4年間、黒羽刑務所にいた人のブログ

        私が刑務所で服役した4年間を振り返ります

1. ついに受刑者になってしまった・・・


まずはじめにおことわり
 私は栃木県にあった黒羽刑務所(2022年3月31日に閉庁)に収監されていました。刑務所は施設ごとに決まり事が少しずつ異なります。これは「刑事収容施設及び被収容者等の処遇に関する法律」を元に様々なルールが決められているものの、細かな部分に関しては刑事施設の長(実際には処遇部門の部長や主席・統括あたりの幹部)が裁量で決めていることに起因します。そのため、施設によって処遇に差が生じるものと思われます。
 よって、上記幹部が異動となって新しい幹部となった場合、突然、刑務所内の処遇が変わったりします。一例を上げると、これまで使い捨てカイロの使用が認められていたのに突然これが使用不可になる作業報奨金で書籍の購入ができなくなるなど例をあげれば切りがありません。
 また、受刑者は刑務所内を移動する際に行進をするのが一般的です。この際、歩調を合わせるために刑務官が号令をかけますが、この号令が施設により異なることです。私が聞いた話では、黒羽刑務所では「左左左右」と掛けていたのに対して、他の矯正施設では「いちにいちに」という号令を掛けることがあるようです。(あくまで聞いた話ですので本当かどうかはわかりません)。
 このブログでは私が黒羽刑務所で体験したことを中心に書いており、他の施設での処遇とは異なる部分が多々あると思います。この点をご理解いただいた上でブログを読んでいただけましたら幸いです。よろしくお願いいいたします。



実刑判決


 私が勾留されていたのは東京拘置所です。裁判で懲役5年の実刑判決を言い渡され、本当に人生のどん底にいたと思います。 5年間って小学1年生が6年生になるじゃないですか。長すぎるよ !!! ヽ(`Д´)ノプンプン なんて感じでもう完全に現実逃避していました。精神的にも不安定になり、精神安定剤を頂いていました。
 5年・・・本当に長い。もちろん自業自得なのは承知です。
 とりあえず控訴する気はなかったので、刑の執行開始日までとにかく菓子類を食いまくりました。好きなだけ菓子が食べられることも、もうすぐできなくなってしまいます。

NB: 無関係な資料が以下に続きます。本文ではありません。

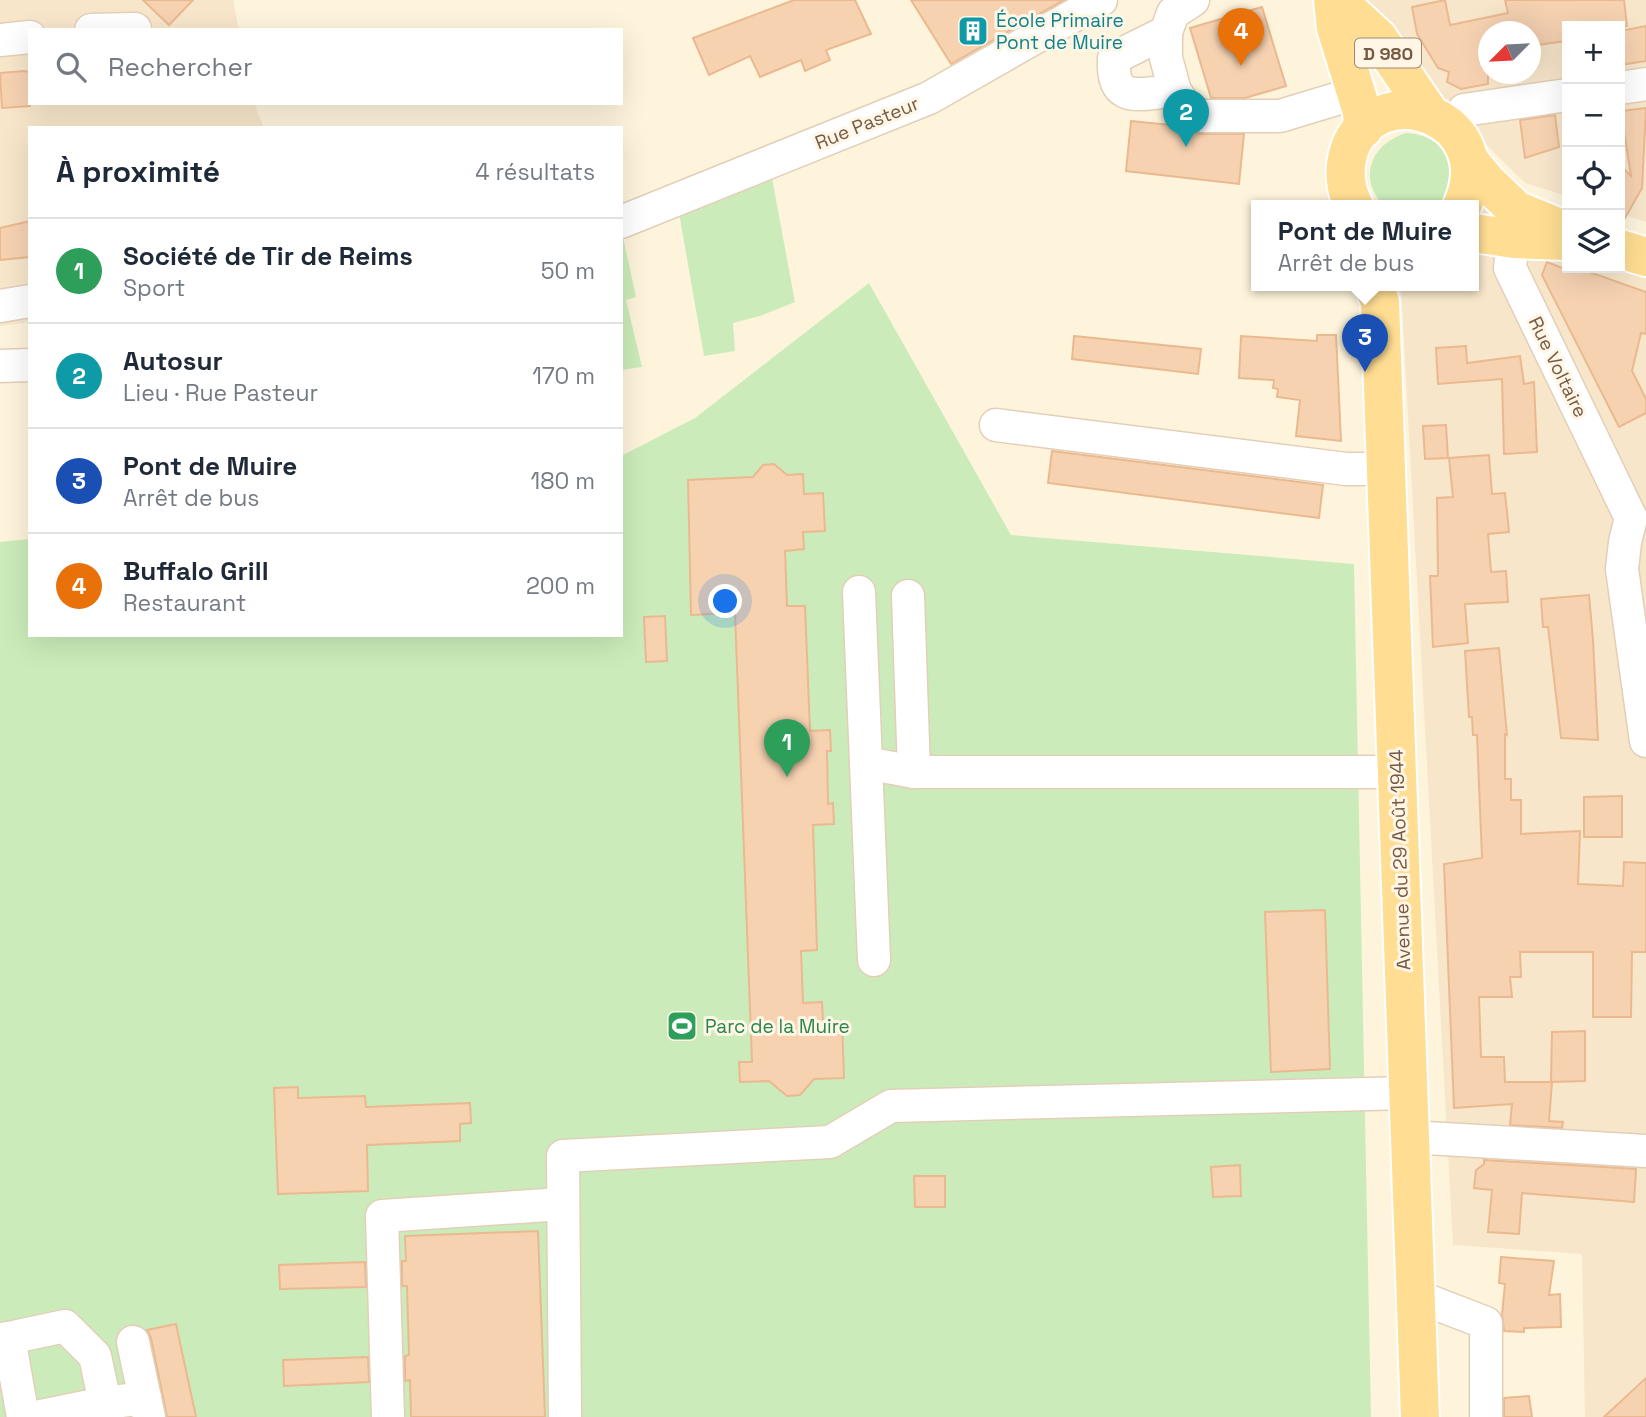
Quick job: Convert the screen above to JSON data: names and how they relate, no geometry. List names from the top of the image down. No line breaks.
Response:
{"streets":{"main road":["D 980","Avenue du 29 Août 1944"],"street":["Rue Pasteur","Rue Voltaire"]},"places":{"building":["École Primaire Pont de Muire"],"sports":["Parc de la Muire"]},"north":"bottom left","page":{"pins":["4","2","3","1"],"map_buttons":["+","−"],"search":"Rechercher","heading":["À proximité","4 résultats"],"popup":["Pont de Muire","Arrêt de bus"],"list":[{"mark":"1","name":"Société de Tir de Reims","note":"Sport","value":"50 m"},{"mark":"2","name":"Autosur","note":"Lieu · Rue Pasteur","value":"170 m"},{"mark":"3","name":"Pont de Muire","note":"Arrêt de bus","value":"180 m"},{"mark":"4","name":"Buffalo Grill","note":"Restaurant","value":"200 m"}]}}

 そして14日後、既決房に転房しました。ムショ用語では被告人から受刑者となることを「アカ落ち」と言います。会話では「〇〇さん、アカ落ちしたのいつですか?」という感じで使用します。


 また、最近の刑務所では、収容されている人たちのことを「受刑者」と呼ぶことはあまりありません。これも「刑事収容施設及び被収容者等の処遇に関する法律」の影響です。文書などでは「被収容者」という表現を使っています。ただし、刑務官が受刑者を呼ぶ場合は「名字」で呼ぶことが大半です。同一姓の受刑者がいる場合は称呼番号+名字をセットにして呼びます。なお、このブログでは両方の呼び方を使わせていただきます。


【豆知識】
勾留と拘留の違いについて 

時折、警察に逮捕され現在「拘留」されているというような表現を目にしますが、それは「勾留」されていると表記するのが正解です勾留拘留の違いを知りましょう。拘留は「1日以上30日未満」の一定期間、刑事施設に収監する刑罰です。ですから懲役刑、禁固刑と同じカテゴリーになります。なお、拘留刑が言い渡される被告人は日本全国でも年に数えるほどしかいないようです。



工場
 工場と聞くと機械やラインなどがあり、大勢の人が作業に従事して製品を生産・製造したりするところとイメージされる方が大半だと思います。刑務所においてもそのような場合もあるのは確かなのですが、刑務所内で使う「工場」という言葉は「定められた刑務作業をする場所・集団」という意味になります。学校のクラスのようなものです。
 パソコンを使うような事務的作業を行う場合でも、〇〇工場と呼称します。
 刑務所内を歩き回る内部の清掃等を行う作業でも、〇〇工場と呼称します。


拘置所・刑務所には時計がありません
 あまり知られていないことかもしれませんが、拘置所・刑務所には時計がありません。
刑務所では工場(刑務作業をする場所)にはあるのですが、作業中に顔を上げてみることは「脇見」という反則行為に該当し、調査・懲罰の対象となります。ですから、時計がないのも同然というわけです。そして、時計がないのは自分の舎房です。あなたは時計を全く見ないで1日でも過ごしたことはありますか。おそらくないのではないでしょうか。それを何年間も強いられるわけです。
 ついでに付け加えるとトイレットペーパーやティッシュペーパーといったごく当たり前のものがありません。洗顔料、歯間ブラシ、鏡、クシがありません。季節を問わず蛇口からお湯が出ることはありません。一般家庭に常備されている大部分がありません。ただし、共同室においては何故か鏡がある場合があります)


 刑務所の房には最低限の生活に必要なものしかありません。もっと言えば生活全般、食事、医療などすべてが本当の最低限です。刑務所に入る際には一般社会の常識を一切合切捨てる気持ちでいきましょう。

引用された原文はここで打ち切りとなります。